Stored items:

=-=-=-=-=

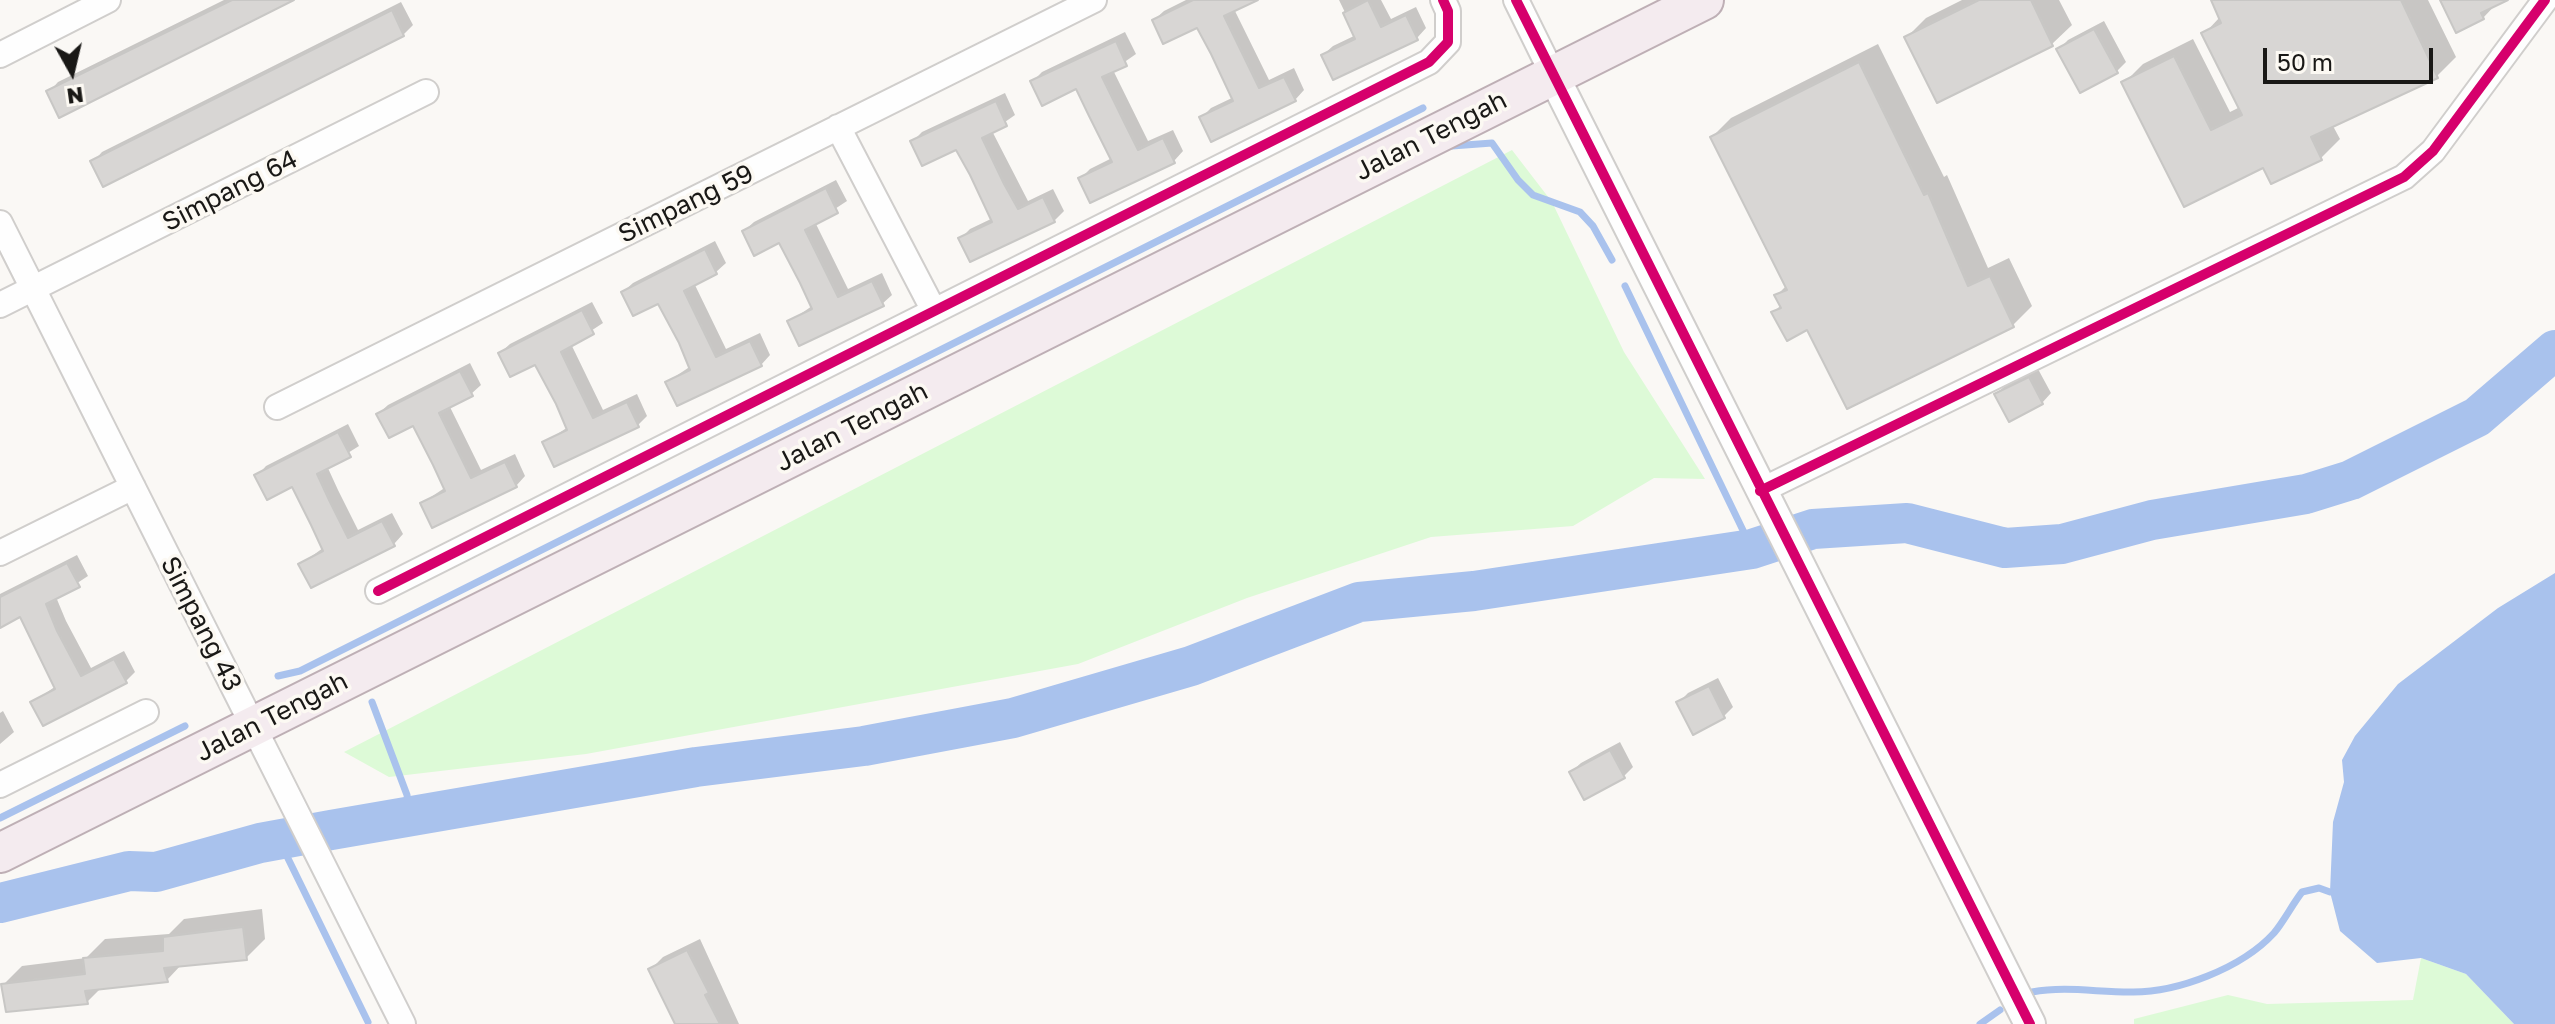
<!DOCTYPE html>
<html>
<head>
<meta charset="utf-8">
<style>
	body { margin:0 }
	#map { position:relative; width:2555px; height:1024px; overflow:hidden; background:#faf8f5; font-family:"Golos Text",sans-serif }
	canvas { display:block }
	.north { position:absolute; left:32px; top:32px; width:80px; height:80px; -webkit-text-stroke:6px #fcf9f3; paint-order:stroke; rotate:172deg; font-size:22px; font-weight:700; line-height:32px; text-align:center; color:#191816 }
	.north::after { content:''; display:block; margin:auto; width:28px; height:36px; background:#191816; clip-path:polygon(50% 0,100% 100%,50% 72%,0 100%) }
	.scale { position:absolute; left:2263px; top:48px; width:170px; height:36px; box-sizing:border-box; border:4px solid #191816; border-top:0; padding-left:10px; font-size:24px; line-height:28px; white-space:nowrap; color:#191816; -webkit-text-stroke:6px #fcf9f3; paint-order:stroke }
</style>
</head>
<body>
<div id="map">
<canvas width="2555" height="1024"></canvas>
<div class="north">N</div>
<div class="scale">50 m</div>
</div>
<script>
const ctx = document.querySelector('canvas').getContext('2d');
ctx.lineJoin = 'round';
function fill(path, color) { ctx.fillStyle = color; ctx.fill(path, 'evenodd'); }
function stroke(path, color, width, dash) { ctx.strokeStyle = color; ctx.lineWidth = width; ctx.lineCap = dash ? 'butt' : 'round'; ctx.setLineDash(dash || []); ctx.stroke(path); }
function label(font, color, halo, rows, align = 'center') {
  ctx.font = font + ' "Golos Text",sans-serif'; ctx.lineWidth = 7; ctx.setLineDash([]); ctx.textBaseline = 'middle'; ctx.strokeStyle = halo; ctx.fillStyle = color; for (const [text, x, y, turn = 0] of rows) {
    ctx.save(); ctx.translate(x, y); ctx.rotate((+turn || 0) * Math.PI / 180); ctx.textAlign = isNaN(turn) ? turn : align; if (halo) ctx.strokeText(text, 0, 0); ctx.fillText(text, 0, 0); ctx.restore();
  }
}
fill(new Path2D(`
	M1512,150L1552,202L1624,352L1705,479L1654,478L1573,526L1431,537L1247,598L1078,664L586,754L389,777L344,752Z
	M2421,958L2466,974L2514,1024H2134V1019L2228,995L2267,1004L2413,1000Z`), '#ddfad7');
fill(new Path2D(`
	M2555,573V1024H2514L2466,974L2421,958L2377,963L2340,931L2330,892L2333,822L2344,782L2342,760L2355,736L2398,684L2498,608Z`), '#a9c2ed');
fill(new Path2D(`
	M224,0H292L49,92L58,82Z
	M1186,0H1250L1234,9L1269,80L1294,68L1304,90L1295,100L1202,117L1211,108L1234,97L1198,26L1154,20L1164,11Z
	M1339,0H1381L1391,19L1416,7L1426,28L1417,38L1323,55L1333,46L1356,35Z
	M1962,0H2059L2072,25L2052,44L1907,37L1926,18Z
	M2213,0H2428L2456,57L2437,76L2333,126L2340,139L2321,158L2264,165L2124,83L2143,64L2193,39L2230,112L2240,107L2204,34L2220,17Z
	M2442,0H2500L2483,18Z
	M401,2L413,25L403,35L93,162L102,152Z
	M2104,21L2126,62L2117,71L2081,90L2059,49L2068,40Z
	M1125,32L1136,54L1113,70L1148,141L1173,130L1183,151L1174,161L1080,179L1090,169L1112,158L1077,87L1033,81L1042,72Z
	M1878,44L1944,177L1947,175L1988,268L2009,258L2032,306L2013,325L1808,328L1774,312L1781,305L1777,295L1787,285L1712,137L1731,118Z
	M1005,93L1015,115L992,131L1028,201L1053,189L1064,211L1054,221L961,238L970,229L993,218L957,147L912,142L922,132Z
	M836,180L847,201L815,222L848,289L882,273L892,295L882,304L789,322L812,306L780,240L744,231L754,222Z
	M715,241L726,263L716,272L694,283L726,349L760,333L770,355L761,365L667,382L691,366L659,301L623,292L633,283Z
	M592,302L603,323L571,344L603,410L637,394L647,416L638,425L544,443L568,427L536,362L500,353L510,344Z
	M470,363L481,385L471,394L449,405L481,470L515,454L525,476L516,486L422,503L446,487L414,423L378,414L388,405Z
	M2038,369L2051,393L2042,403L1996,394L2006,385Z
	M348,424L359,446L327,466L338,490L358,530L392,513L403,534L394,544L301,564L323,548L292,484L257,476L266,466Z
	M77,555L88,576L56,597L66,621L91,668L124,651L135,672L126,681L33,702L56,686L21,614L0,625V594Z
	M1718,678L1733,707L1723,717L1679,702L1688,693Z
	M3,711L14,732L0,744V713Z
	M1620,742L1633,767L1623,777L1571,772L1581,763Z
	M262,909L265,939L246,958L182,964L167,980L102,987L87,1002L3,985L22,966L86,958L105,939L169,934L184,919Z
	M700,939L739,1024H677L650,970L663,957Z`), '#0003');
stroke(new Path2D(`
	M1452,146L1492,143L1518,180L1533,195L1580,212L1593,226L1612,260
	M1625,286L1752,549
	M278,676L300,671L1423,108
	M372,702L407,795L410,818
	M0,818L185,726
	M279,840L368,1022
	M2032,992C2065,986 2096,992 2130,992C2177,993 2242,968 2274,933C2284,921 2292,905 2302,892L2319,888L2330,892
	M1980,1024L2000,1010`), '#a9c2ed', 7);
stroke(new Path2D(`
	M0,903L129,871L156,872L260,843L331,830L696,767L864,746L1013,718L1191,666L1359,602L1474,591L1752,549L1813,529L1907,523L2005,548L2062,544L2152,520L2306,494L2351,480L2477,417L2555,350`), '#a9c2ed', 40);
const building = new Path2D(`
	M232,0H294L59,118L46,91Z
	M1193,0H1258L1224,16L1259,88L1284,77L1296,101L1211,142L1199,117L1233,101L1211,54L1197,28L1163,44L1152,20Z
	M1368,0L1381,27L1406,15L1418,40L1333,80L1321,55L1355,39L1343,13Z
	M1979,0H2031L2053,46L1937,103L1904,37Z
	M2211,0H2401L2438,78L2311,137L2322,160L2271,184L2263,168L2184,207L2121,82L2174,56L2211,130L2242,115L2201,33L2221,23Z
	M2440,0H2508L2481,13L2484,19L2456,33Z
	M392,10L404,36L103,187L90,161Z
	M2094,29L2118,73L2080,93L2056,49Z
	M1116,41L1127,66L1102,77L1125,124L1138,150L1163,138L1175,163L1090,203L1078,178L1112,162L1089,116L1076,89L1042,106L1030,81Z
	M1859,62L1924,195L1928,193L1968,286L1990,276L2014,327L1847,409L1807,330L1787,341L1771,312L1781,308L1774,295L1787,290L1710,137Z
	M996,101L1007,126L982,138L1004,184L1018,209L1043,197L1055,222L970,262L958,238L992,222L970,175L956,150L922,166L910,141Z
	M826,188L838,213L805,230L838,297L872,281L884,306L799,346L787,321L812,309L800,283L779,243L754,256L742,231Z
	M705,249L717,274L684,291L716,357L750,341L762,366L677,406L665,382L690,370L679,343L658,304L633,316L621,292Z
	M582,310L594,334L561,352L573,377L593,418L627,402L639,427L554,467L542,442L567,430L556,404L535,365L510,377L498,353Z
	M460,371L473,396L439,413L471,478L505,462L517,487L432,528L420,503L445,491L433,465L413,426L389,438L376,414Z
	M2029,377L2043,404L2009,422L1994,394Z
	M338,432L351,457L317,474L329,500L348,538L382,521L395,546L311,588L298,564L323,551L311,525L292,487L267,500L254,475Z
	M67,563L80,587L46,604L57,631L81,676L114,659L127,683L43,726L30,702L55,689L20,617L0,628V597Z
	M1709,686L1725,718L1693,735L1676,702Z
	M1610,750L1625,778L1584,800L1569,772Z
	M243,927L247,960L164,968L168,982L85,991L88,1004L6,1012L1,984L85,974L83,958L163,951V937Z
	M687,950L709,993L705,995L720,1024H675L648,969Z`);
fill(building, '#d8d6d4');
stroke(building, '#c8c7c5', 2);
const minor = new Path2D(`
	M1516,0L1553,75
	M0,55L108,0
	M838,127L934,311
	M0,223L403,1024
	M0,305L426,92
	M277,407L1094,0
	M1760,491L2404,177L2433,151L2545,0
	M0,553L133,487
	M378,591L1429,62L1448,42V11L1443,0
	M0,785L146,712`);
const tertiary = new Path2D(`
	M1553,75L2030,1024`);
const primary = new Path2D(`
	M0,853L1704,0`);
stroke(minor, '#d0cecc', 28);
stroke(tertiary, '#d0cecc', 34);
stroke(primary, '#beafb5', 42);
stroke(minor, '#fefefe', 24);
stroke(tertiary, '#fefefe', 30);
stroke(primary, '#f4ebef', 38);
stroke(new Path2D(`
	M1516,0L2030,1024
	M1760,491L2404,177L2433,151L2545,0
	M378,591L1429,62L1448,42V11L1443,0`), '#d6006c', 10);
label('26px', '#191816', '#fcf9f3', [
	["Jalan Tengah",1431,136,-27],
	["Simpang 64",230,191,-27],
	["Simpang 59",686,204,-26],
	["Jalan Tengah",852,427,-27],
	["Simpang 43",201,624,63],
	["Jalan Tengah",272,717,-27]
]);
</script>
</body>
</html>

=-=-=-=-=

=== DIRECTIONS ===
Give the count of lines in the data shown above that contain "rows", and nothing else.

=== THE COMPLETED TASK ===
2